You want to tell that to the Advanced Auto Parts, Pep Boys, Autozones of the world? That their business model in a few years is going to be rotating/changing tires and topping off wiper fluids?
ICE cars (including modern ones) require so much maintenance they have entire franchises dedicated to the maintenance of those cars.
BEVs almost never need new brakes. Regenerative braking means you rarely use the brake. There are only two times the actual physical brakes are applied: high speed deceleration and parking. And if you're doing the former that frequently you are a menace.

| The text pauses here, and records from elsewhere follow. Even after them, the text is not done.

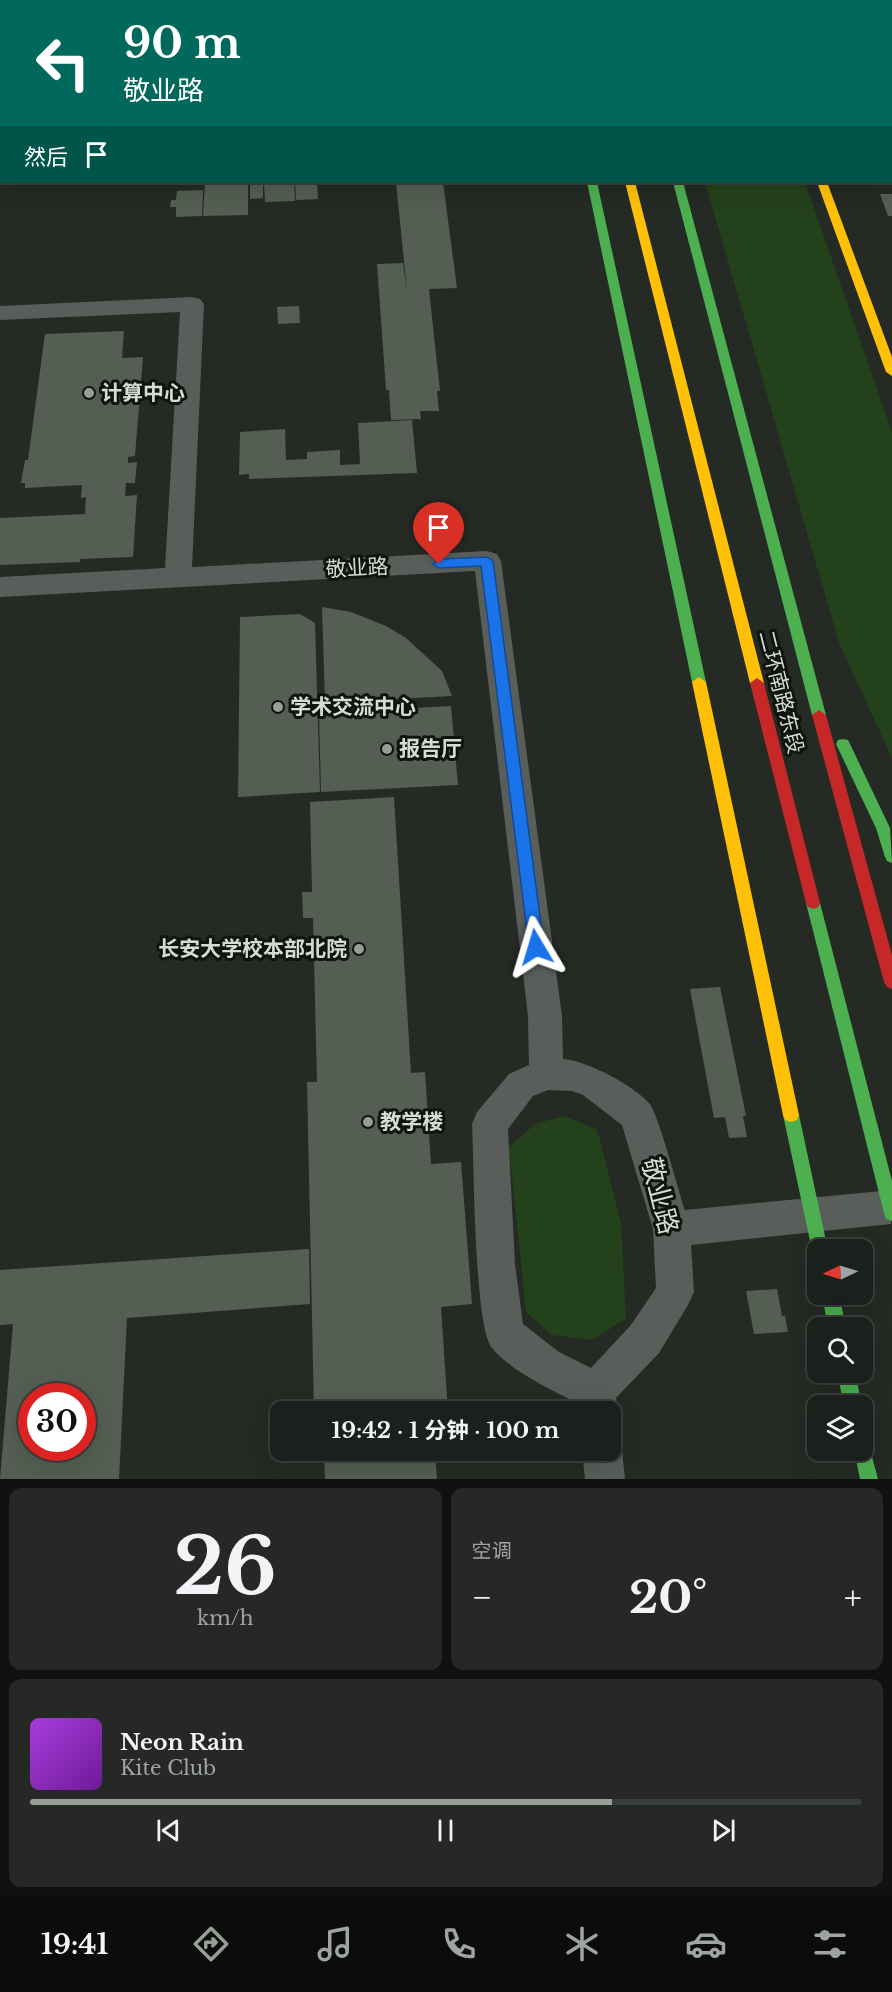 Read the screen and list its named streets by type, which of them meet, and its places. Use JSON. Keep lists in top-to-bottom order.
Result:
{
  "streets": {
    "main road": ["二环南路东段"],
    "street": ["敬业路"]
  },
  "places": [
    "计算中心",
    "学术交流中心",
    "报告厅",
    "长安大学校本部北院",
    "教学楼"
  ],
  "north": "left",
  "page": {
    "turn": ["90 m", "敬业路"],
    "then": "然后",
    "limit": "30",
    "trip": "19:42 · 1 分钟 · 100 m",
    "tile": [
      ["26", "km/h"],
      "空调"
    ],
    "heat": ["−", "20°", "+"],
    "song": ["Neon Rain", "Kite Club"],
    "tabs": "19:41"
  }
}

Mechanical issues are not maintenance. The drive train on a EV is so simple that manufacturers have to invent new tools and procedures. EV techs are more likely to have an electrician or computer background than a auto mechanic background.
Prius owners would like to have a talk. Their brakes got rusted and seized because they were using regen braking instead. All BEVs using brake discs will have this problem. Also the reason why VW used drum brakes in their ID.3
I think this is the right strategy. People lamenting the extra gas engine components and their maintenance must not be familiar with the reliability of a modern (ICE) vehicle.

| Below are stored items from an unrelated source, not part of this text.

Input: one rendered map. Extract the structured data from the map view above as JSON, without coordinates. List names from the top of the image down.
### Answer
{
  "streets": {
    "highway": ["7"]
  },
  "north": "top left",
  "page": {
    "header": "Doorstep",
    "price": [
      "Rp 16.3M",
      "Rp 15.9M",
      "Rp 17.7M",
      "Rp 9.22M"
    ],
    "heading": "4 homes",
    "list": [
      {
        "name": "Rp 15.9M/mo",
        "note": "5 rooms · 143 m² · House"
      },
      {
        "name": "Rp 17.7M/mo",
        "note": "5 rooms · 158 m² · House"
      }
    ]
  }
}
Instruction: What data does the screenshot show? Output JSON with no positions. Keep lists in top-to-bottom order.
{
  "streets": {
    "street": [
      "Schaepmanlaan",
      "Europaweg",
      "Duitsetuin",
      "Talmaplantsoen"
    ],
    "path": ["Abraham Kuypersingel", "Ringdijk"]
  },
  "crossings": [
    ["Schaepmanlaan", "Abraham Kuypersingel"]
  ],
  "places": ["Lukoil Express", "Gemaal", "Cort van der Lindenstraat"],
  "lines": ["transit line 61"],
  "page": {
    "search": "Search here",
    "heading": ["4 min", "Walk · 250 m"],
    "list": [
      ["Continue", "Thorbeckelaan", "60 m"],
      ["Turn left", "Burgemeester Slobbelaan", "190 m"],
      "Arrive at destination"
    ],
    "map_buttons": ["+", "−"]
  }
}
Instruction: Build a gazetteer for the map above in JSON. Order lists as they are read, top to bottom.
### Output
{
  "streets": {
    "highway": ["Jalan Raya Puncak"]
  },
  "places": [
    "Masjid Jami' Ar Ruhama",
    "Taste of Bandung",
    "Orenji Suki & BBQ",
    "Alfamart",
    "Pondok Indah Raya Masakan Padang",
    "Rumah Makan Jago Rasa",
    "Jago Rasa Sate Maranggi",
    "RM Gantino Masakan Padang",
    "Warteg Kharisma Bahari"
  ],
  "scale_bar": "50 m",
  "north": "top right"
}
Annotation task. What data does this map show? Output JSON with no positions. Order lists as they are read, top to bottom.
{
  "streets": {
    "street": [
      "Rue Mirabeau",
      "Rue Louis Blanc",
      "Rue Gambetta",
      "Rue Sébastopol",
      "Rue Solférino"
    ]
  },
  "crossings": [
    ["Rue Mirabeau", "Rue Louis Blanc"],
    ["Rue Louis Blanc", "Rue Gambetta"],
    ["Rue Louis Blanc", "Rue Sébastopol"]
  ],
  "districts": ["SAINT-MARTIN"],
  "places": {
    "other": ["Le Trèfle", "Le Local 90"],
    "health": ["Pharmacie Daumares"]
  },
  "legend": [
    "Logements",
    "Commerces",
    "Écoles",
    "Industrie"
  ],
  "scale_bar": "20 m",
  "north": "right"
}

You're probably right about them not being aware of the reliability of ICE engines.
But I don't see anyone mentioning how the ethanol-mix fuel, which is nearly unavoidable, can turn to shit in a few months of sitting and cause all kinds of engine issues. I'd be more worried about fuel issues over the long term if these truly become "a couple times a year" use cases.
There are stabilizing fluids you can add that extends the life to years. If owners can’t be bothered to do that the car could be programmed to use fuel every 6 months to prevent the negative side effects (in the case of cars like the Pacifica PHEV and Prius Prime, this is what happens)
The fuel issue is simply FUD. I’d be more concerned about BEV and range anxiety honestly. In Maine, for example, some Tesla owners reported the range being cut in half, during the winter. Simply unacceptable.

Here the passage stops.